Tobias
Tobias

Reputation: 33

C++ Returning a Reference of an Object

I'm currently in a C++ Course and im struggling with References. I know there are some similar topics, but i couldnt find an answer for this. The thing is my Prof wants us to use References when returning objects, so return by value or using a pointer as return is no option. So i guess i have to use a dynamic allocated object (returning a reference to a local object ends in a mess...right?)

1. Complex& method() {
2. Complex *object = new Complex();
3. return *object; }

Here is where im struggling, how do i catch the return right?

1. Complex one = object.method();

As far as i understand, with this i will get only a Copy and a Memory Leak So how do i catch it with a pointer?

1. Complex *two = new Complex();
2. delete two;
3. *two = object.method(); 

this seems to work, but is there a way of it in just one line? Or should it be done different?

Upvotes: 2

Views: 5174

Answers (3)

2785528
2785528

Reputation: 5566

my Prof wants us to use References when returning objects

When I read this, my first thought was that your professor meant:

void method(Complex& nonConstPassByReference) 
{
    nonConstPassByReference.data = 10;
}

or

int method(Complex& nonConstPassByReference) 
{
    nonConstPassByReference.data = 10;
    return (0);  // no error occurred
}

And when I use this technique, I now use

std::string method(Complex& nonConstPassByReference) 
{
    std::stringstream ss;
    nonConstPassByReference.data = 10;
    // more stuff
    if (anErrorOccurred) 
       ss << errorDescriptionInfo << std::endl;
    return (ss.str());  // no error occurred when return size is 0
}

This comes from the idea that, in general, all methods or functions can have two kinds of formal parameters. We call them pass-by-value, and pass-by-reference.

In general, all functions / methods can have both input and output formal parameters. And usually, input parameters are pass-by-value. Output parameters are non-const-pass-by-reference, inviting the method body to send its results back to the prebuilt instance of the calling code.

Occasionally, pass-by-reference variables are used for 'input-to-method' parameters (perhaps for performance - to avoid an expensive copy). In this case, the input-to-method-pass-by-reference parameters should be marked with 'const', to ask the compiler to generate an error if the code tries to modify that input.

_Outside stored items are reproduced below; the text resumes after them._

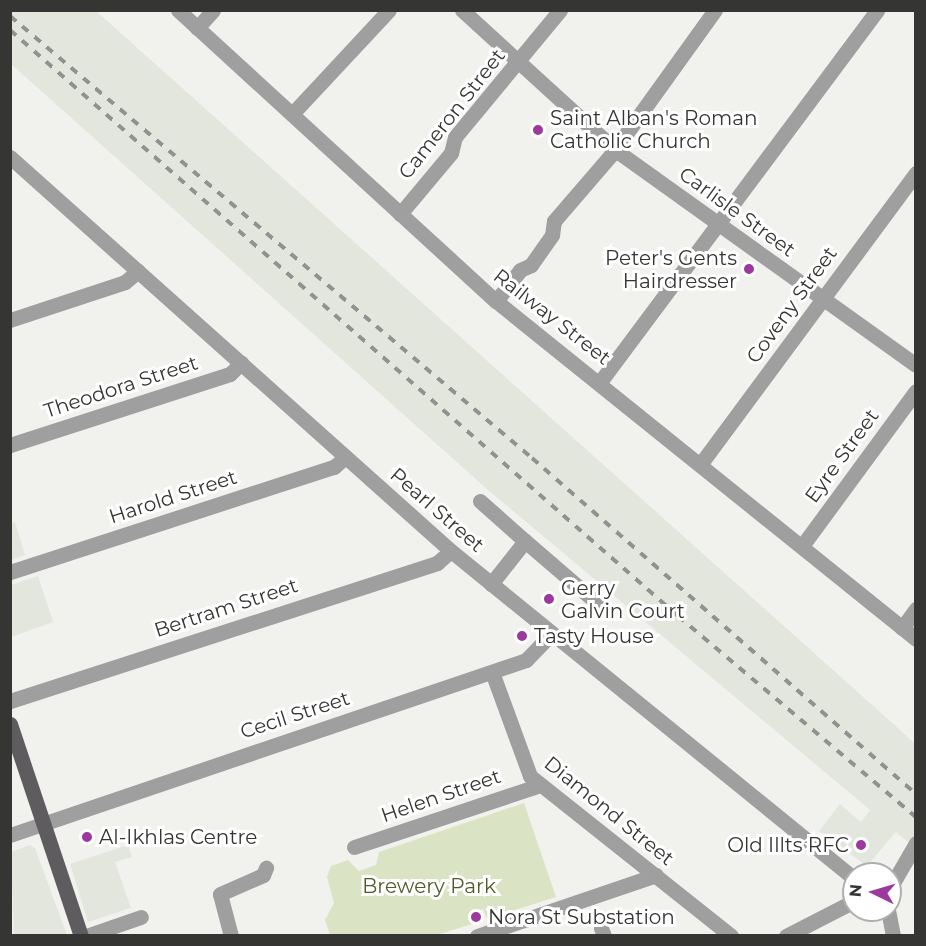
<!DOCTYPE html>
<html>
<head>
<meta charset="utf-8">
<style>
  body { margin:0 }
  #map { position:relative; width:926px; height:946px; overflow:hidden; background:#f1f2ee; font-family:Montserrat,sans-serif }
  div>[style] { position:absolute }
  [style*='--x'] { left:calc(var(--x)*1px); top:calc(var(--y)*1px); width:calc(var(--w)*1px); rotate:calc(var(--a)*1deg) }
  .built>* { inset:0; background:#e3e6dc }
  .green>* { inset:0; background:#dbe3c5 }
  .minor>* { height:15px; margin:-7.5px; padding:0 7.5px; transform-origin:7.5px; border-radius:7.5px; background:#a09fa0 }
  .major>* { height:15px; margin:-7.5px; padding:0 7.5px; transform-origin:7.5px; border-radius:7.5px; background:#5e5c5e }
  .rail>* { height:4px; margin-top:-2px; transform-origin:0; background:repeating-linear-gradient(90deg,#91928f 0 8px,transparent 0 16px) }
  .dots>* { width:16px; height:16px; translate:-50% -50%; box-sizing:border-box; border:3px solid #fff; border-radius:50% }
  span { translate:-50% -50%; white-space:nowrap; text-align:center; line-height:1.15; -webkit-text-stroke:6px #fff; paint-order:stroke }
  .street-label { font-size:20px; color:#353634 }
  .poi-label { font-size:20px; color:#353634 }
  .left { translate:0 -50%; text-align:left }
  .right { translate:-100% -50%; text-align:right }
  .park-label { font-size:20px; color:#515c28 }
  .frame { position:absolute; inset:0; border:12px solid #353634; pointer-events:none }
  .north { position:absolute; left:842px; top:862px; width:60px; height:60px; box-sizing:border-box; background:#fff; border:2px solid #aeafae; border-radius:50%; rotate:275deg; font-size:16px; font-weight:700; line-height:24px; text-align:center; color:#353634 }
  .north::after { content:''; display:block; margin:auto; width:21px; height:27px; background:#9c389e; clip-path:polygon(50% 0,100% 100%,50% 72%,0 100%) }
</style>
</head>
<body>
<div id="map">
  <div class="built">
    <i style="clip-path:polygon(10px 11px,96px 11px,899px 729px,915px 744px,915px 848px,896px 832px,867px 866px,819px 831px,840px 804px,861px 822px,870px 810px,488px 490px,11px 64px)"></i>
    <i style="clip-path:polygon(15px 522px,25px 555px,11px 560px,11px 523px)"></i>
    <i style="clip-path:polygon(38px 576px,53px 622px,11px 637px,11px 585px)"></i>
    <i style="clip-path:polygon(30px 845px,35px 848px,67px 935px,14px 935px,11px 852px)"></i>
    <i style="clip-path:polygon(128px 845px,132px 857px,115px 862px,131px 908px,88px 922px,70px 864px)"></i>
  </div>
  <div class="green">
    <i style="clip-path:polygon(524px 803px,556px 897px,487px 919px,483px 909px,469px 914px,472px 924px,437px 935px,330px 935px,325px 920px,334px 903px,327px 877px,331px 866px,348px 860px,359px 871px,376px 865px,379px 852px)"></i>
  </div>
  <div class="minor">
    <i style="--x:178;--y:10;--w:431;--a:42.5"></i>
    <i style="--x:496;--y:301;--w:539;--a:38.83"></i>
    <i style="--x:462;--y:10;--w:206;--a:42.4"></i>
    <i style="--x:614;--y:149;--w:371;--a:35.6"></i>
    <i style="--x:197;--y:28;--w:24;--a:-48"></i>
    <i style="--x:292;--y:114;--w:142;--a:-47"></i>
    <i style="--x:10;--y:157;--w:591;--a:41.78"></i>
    <i style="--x:451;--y:551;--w:515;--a:39.09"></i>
    <i style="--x:400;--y:214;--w:80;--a:-50.1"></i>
    <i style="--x:451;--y:153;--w:16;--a:-76"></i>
    <i style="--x:455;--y:137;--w:165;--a:-50.4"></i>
    <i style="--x:496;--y:301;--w:39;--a:-52"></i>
    <i style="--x:520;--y:270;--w:12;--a:-24"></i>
    <i style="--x:531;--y:265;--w:37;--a:-55"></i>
    <i style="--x:552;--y:235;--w:14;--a:-82"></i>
    <i style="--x:554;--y:221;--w:86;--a:-49.3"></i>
    <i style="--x:610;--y:156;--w:180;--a:-54.3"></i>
    <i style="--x:10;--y:320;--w:121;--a:-18.3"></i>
    <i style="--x:125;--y:282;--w:17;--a:-40"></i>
    <i style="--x:600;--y:382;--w:464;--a:-53.3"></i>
    <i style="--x:10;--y:445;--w:231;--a:-17.9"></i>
    <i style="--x:230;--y:374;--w:16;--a:-45"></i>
    <i style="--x:702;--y:462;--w:360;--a:-53.5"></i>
    <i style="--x:480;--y:501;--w:60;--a:41.6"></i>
    <i style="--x:802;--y:546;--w:192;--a:-53.7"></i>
    <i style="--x:10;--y:572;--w:341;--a:-18"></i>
    <i style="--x:334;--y:467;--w:15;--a:-42"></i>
    <i style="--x:491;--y:584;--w:55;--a:-51.7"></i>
    <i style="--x:525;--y:541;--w:104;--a:40.7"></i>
    <i style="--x:902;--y:628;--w:24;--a:-54"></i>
    <i style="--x:492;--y:672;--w:111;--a:69.9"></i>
    <i style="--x:530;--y:776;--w:257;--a:38.5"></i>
    <i style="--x:10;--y:701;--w:449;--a:-17.9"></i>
    <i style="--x:437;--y:563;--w:18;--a:-41"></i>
    <i style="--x:10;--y:835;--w:545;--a:-18.73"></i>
    <i style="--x:526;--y:660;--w:36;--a:-46"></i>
    <i style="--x:354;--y:847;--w:196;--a:-18.4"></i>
    <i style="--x:890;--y:888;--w:52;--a:-60"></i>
    <i style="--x:888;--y:910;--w:26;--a:79"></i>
    <i style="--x:601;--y:928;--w:9;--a:69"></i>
    <i style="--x:86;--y:936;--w:58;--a:-19.1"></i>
    <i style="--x:231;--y:936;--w:43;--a:-104.7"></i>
    <i style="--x:220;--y:894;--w:47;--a:-23.8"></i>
    <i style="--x:263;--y:875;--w:8;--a:-67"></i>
    <i style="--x:477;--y:936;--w:189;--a:-18.8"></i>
    <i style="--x:786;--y:936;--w:76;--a:-27.2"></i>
  </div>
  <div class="major">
    <i style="--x:10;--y:724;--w:224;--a:71.5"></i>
  </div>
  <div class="rail">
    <i style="--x:10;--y:16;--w:684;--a:40.26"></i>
    <i style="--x:532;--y:458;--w:510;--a:41.19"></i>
    <i style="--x:10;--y:30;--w:889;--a:41.26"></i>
    <i style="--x:678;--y:616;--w:312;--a:40.2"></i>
  </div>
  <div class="dots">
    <i style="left:538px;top:130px;background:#9c389e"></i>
    <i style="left:749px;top:269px;background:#9c389e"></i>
    <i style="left:549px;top:599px;background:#9c389e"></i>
    <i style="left:522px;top:636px;background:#9c389e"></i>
    <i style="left:87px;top:837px;background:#9c389e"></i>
    <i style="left:861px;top:845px;background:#9c389e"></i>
    <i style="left:476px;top:917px;background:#9c389e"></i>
  </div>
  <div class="street-label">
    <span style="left:452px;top:114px;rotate:-52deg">Cameron Street</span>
    <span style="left:737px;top:212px;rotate:36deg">Carlisle Street</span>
    <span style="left:792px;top:305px;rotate:-54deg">Coveny Street</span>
    <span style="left:552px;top:317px;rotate:38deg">Railway Street</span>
    <span style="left:121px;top:387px;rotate:-18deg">Theodora Street</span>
    <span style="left:842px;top:456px;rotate:-54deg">Eyre Street</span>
    <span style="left:173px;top:497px;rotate:-18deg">Harold Street</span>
    <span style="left:437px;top:510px;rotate:41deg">Pearl Street</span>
    <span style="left:226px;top:608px;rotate:-18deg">Bertram Street</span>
    <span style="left:295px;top:715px;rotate:-18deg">Cecil Street</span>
    <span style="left:441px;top:796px;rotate:-19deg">Helen Street</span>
    <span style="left:609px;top:811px;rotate:39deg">Diamond Street</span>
  </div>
  <div class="poi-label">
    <span class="left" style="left:550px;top:130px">Saint Alban's Roman<br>Catholic Church</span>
    <span class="right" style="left:737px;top:270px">Peter's Gents<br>Hairdresser</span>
    <span class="left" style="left:561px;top:600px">Gerry<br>Galvin Court</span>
    <span class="left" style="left:534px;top:636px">Tasty House</span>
    <span class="left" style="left:99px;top:837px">Al-Ikhlas Centre</span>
    <span class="right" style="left:849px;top:845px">Old Illts RFC</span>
    <span class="left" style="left:488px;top:917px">Nora St Substation</span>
  </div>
  <div class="park-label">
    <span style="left:429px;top:886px">Brewery Park</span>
  </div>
  <div class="frame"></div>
  <div class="north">N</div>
</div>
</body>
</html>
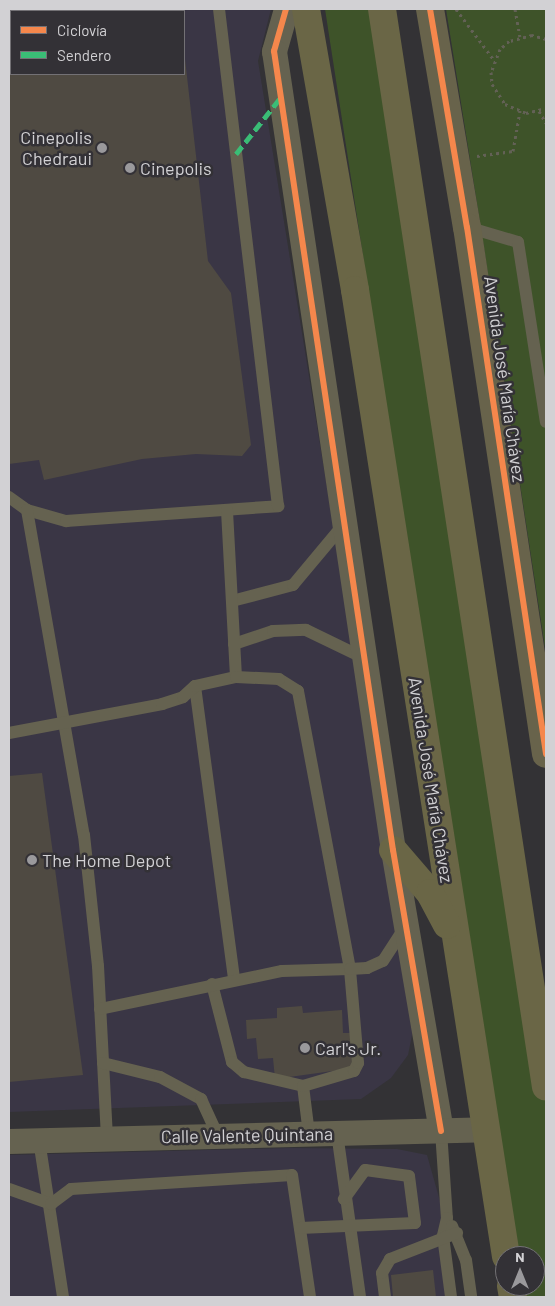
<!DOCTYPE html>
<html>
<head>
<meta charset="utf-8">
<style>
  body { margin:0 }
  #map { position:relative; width:555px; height:1306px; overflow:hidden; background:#333235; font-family:Barlow,sans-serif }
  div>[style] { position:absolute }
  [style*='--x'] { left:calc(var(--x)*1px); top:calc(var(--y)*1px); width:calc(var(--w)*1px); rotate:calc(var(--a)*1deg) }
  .commercial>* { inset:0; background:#3a3645 }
  .green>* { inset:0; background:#3e5329 }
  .building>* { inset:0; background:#4f4a42 }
  .path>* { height:3px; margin-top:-1.5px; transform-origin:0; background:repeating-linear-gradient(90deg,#636156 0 2.5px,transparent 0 6.5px) }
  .lane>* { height:12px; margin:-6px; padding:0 6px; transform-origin:6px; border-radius:6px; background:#656250 }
  .street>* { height:25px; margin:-12.5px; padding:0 12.5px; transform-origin:12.5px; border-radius:12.5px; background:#656250 }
  .secondary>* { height:28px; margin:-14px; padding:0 14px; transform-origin:14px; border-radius:14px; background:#68634b }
  .primary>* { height:28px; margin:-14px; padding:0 14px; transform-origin:14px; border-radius:14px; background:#6a6646 }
  .quiet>* { height:5px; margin-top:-2.5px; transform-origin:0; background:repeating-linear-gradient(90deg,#3abd76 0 10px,transparent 0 15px) }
  .cycleway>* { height:6px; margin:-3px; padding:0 3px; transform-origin:3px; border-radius:3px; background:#f5874c }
  .dots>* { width:14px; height:14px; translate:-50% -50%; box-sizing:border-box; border:2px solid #333136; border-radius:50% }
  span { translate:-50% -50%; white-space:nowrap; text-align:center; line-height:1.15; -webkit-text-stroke:5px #333136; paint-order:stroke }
  .poi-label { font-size:18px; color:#d2d1d4 }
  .right { translate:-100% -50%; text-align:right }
  .left { translate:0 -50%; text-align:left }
  .street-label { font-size:18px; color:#d2d1d4 }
  .frame { position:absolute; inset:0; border:10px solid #d2d1d4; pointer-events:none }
  .legend { position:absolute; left:10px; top:10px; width:175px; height:65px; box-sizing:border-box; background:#333136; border:1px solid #737175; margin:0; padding:6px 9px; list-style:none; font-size:15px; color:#d2d1d4 }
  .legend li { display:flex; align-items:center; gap:10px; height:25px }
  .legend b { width:25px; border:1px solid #737175 }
  .north { position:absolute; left:495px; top:1246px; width:50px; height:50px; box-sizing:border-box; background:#333136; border:1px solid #737175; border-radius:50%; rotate:0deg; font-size:14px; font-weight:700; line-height:20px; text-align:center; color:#d2d1d4 }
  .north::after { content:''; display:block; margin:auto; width:18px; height:22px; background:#9a999c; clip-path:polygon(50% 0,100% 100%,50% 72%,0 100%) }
</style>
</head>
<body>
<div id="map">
  <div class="commercial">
    <div style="clip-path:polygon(evenodd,9px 9px,271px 9px,258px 61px,414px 1025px,408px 1055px,391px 1078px,361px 1099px,9px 1112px,9px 9px,11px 11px,184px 11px,184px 74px,11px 74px,11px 11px)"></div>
    <div style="clip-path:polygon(290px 1148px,397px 1149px,427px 1155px,440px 1201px,455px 1297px,9px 1297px,9px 1155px)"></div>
  </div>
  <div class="green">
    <div style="clip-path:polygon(325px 9px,376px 9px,546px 1094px,546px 1297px,523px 1297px,522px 1286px,535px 1286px,535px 1256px,517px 1256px)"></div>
    <div style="clip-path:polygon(446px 9px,546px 9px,546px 654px,480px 222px)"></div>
  </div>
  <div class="building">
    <div style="clip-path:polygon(9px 9px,179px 9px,180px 11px,11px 11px,11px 74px,184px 74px,185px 59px,208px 261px,231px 293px,251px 445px,242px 456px,196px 454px,142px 459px,44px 480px,39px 460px,9px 464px)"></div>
    <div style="clip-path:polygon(42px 773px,83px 1075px,9px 1082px,9px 776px)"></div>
    <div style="clip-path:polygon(302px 1006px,303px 1013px,342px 1010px,343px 1033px,352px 1033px,354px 1068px,275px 1079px,273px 1058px,258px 1059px,256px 1038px,247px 1039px,246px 1020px,277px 1018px,277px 1008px)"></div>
    <div style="clip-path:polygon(433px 1270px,436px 1297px,393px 1297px,391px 1275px)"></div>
  </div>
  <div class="path">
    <div style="--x:456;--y:9;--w:64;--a:53.3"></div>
    <div style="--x:515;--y:9;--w:28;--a:80"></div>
    <div style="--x:546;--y:39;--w:15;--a:-164"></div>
    <div style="--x:532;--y:35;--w:24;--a:165"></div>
    <div style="--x:509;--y:41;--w:12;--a:138"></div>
    <div style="--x:500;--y:49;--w:25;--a:111"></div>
    <div style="--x:491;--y:72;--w:12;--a:85"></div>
    <div style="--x:492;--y:84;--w:24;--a:57"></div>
    <div style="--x:505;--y:104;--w:23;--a:23"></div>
    <div style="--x:526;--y:113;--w:21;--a:-14"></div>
    <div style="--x:539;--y:111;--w:14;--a:60"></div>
    <div style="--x:477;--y:156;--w:36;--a:-8"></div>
    <div style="--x:513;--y:151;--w:41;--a:-80.1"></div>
  </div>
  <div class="lane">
    <div style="--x:467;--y:227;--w:53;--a:16.4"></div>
    <div style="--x:518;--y:242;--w:182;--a:81.2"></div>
    <div style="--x:9;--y:497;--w:22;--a:36"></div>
    <div style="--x:27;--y:510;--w:41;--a:15.8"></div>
    <div style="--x:66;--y:521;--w:213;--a:-4"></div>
    <div style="--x:278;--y:506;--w:500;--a:-96.77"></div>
    <div style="--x:27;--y:510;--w:330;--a:80.1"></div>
    <div style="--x:84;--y:835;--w:132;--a:83.9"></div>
    <div style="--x:98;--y:966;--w:173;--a:87"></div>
    <div style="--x:232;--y:601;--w:63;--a:-14.7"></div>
    <div style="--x:293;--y:585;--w:80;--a:-50.1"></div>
    <div style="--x:234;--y:644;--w:41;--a:-18.4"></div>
    <div style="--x:273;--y:631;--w:33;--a:-2"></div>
    <div style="--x:306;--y:630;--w:64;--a:25.8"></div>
    <div style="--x:195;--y:686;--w:297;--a:82.4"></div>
    <div style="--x:9;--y:733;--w:156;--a:-10.7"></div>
    <div style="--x:162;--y:704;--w:22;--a:-18"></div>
    <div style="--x:183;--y:697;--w:16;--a:-43"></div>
    <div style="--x:195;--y:686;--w:42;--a:-12.4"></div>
    <div style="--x:236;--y:677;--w:167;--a:-93.1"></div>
    <div style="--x:212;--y:984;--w:81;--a:75.6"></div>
    <div style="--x:232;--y:1062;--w:16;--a:40"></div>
    <div style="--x:244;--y:1072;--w:61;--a:13.3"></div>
    <div style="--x:100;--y:1009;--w:186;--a:-11.8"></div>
    <div style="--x:282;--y:971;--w:68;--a:-1.7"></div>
    <div style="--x:350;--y:969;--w:283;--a:-100.6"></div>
    <div style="--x:298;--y:691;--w:22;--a:-148"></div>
    <div style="--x:279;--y:679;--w:43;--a:-177.3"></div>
    <div style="--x:103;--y:1063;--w:59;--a:13.8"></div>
    <div style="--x:160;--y:1077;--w:47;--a:28.2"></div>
    <div style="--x:201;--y:1099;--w:41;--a:65.3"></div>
    <div style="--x:441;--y:1131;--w:87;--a:86.1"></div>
    <div style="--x:447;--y:1218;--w:18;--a:103"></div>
    <div style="--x:443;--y:1236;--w:62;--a:82.5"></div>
    <div style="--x:337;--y:1133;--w:166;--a:82"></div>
    <div style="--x:309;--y:1134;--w:48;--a:-97.1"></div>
    <div style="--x:303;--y:1086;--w:53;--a:-16.4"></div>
    <div style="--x:354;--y:1071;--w:9;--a:-63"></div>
    <div style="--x:358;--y:1063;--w:94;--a:-94.9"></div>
    <div style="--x:350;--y:969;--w:17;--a:-3"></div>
    <div style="--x:367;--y:968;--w:17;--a:-24"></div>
    <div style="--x:383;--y:961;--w:38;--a:-57"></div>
    <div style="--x:39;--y:1140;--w:159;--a:81.3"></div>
    <div style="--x:9;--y:1189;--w:45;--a:19.7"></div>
    <div style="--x:51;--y:1204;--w:25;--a:-37"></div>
    <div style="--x:71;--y:1189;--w:221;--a:-3.6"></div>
    <div style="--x:292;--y:1175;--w:123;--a:81.6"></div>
    <div style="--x:452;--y:1226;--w:37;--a:68"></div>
    <div style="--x:466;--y:1260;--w:37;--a:82"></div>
    <div style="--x:300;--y:1228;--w:115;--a:-2.5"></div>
    <div style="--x:415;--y:1223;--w:47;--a:-97.3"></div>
    <div style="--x:409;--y:1176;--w:44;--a:-172.2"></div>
    <div style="--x:365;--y:1170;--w:36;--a:126"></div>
    <div style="--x:385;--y:1297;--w:24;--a:-97"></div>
    <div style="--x:382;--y:1273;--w:16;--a:-60"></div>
    <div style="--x:390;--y:1259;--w:72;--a:-21.2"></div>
  </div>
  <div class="street">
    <div style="--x:286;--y:9;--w:44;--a:105.9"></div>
    <div style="--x:274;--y:51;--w:808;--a:81.53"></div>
    <div style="--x:393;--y:850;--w:285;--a:80.3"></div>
    <div style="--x:9;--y:1141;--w:477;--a:-1.4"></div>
  </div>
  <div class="secondary">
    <div style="--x:430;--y:9;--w:221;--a:80.4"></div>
    <div style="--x:467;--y:227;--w:533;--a:81.47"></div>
  </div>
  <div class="primary">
    <div style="--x:306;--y:9;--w:285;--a:80.1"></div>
    <div style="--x:355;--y:290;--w:978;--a:81.12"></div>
    <div style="--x:382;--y:9;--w:1090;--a:81.35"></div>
    <div style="--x:393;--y:850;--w:57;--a:49.3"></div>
    <div style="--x:430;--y:893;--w:36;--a:62"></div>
    <div style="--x:511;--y:1286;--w:11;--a:80"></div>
  </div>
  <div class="quiet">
    <div style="--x:236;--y:154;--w:73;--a:-51.7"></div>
  </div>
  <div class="cycleway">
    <div style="--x:286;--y:9;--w:44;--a:105.9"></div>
    <div style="--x:274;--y:51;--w:808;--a:81.53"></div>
    <div style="--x:393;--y:850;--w:285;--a:80.3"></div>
    <div style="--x:430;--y:9;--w:221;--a:80.4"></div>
    <div style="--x:467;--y:227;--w:533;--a:81.47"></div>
  </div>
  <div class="dots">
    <div style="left:102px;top:148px;background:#9a999c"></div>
    <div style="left:130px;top:168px;background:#9a999c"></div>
    <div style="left:32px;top:860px;background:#9a999c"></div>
    <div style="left:305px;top:1048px;background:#9a999c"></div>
  </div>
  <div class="poi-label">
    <span class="right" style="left:92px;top:148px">Cinepolis<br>Chedraui</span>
    <span class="left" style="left:140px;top:168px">Cinepolis</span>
    <span class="left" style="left:42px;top:860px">The Home Depot</span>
    <span class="left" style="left:315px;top:1048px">Carl's Jr.</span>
  </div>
  <div class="street-label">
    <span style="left:505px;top:379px;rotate:82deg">Avenida José María Chávez</span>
    <span style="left:431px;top:780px;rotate:81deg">Avenida José María Chávez</span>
    <span style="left:247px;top:1135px;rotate:-1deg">Calle Valente Quintana</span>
  </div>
  <div class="frame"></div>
  <ul class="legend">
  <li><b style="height:6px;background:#f5874c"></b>Ciclovía</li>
  <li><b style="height:6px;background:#3abd76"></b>Sendero</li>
  </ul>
  <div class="north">N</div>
</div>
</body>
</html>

Note that many C functions do NOT return a value which is part of the action ... return is instead an 'error occurred' indication, with the error description stashed in errno.

Upvotes: 0

SHR
SHR

Reputation: 8313

returning a reference is efficient when you returning class member,

like:

class A{
  Complex member;
public:
  Complex& method(){
    return member;
  }
};

You also can return reference in manner to return some static or global object that can't be NULL, like:

Complex& method() {
     static Complex c; // c cant be null
     return c;
}

the advantage of using reference is that you can use the function call as an object, like: cin>>method().real>>method().img; and use the same object even if you call the method several times. But your code doesn't feet to use reference, because each call creates a new instance.

if you are using dynamic allocation you should return a pointer:

Complex* method() {
   return new Complex();
}

and you should remember to delete it.

Upvotes: 3

tp1
tp1

Reputation: 1207

One idea is to store the returned object inside your object:

class Obj {
public:
  Complex &method() { c.data = 10; return c; }
private:
  Complex c;
};

This way there isn't any returning of local variable, or heap allocation.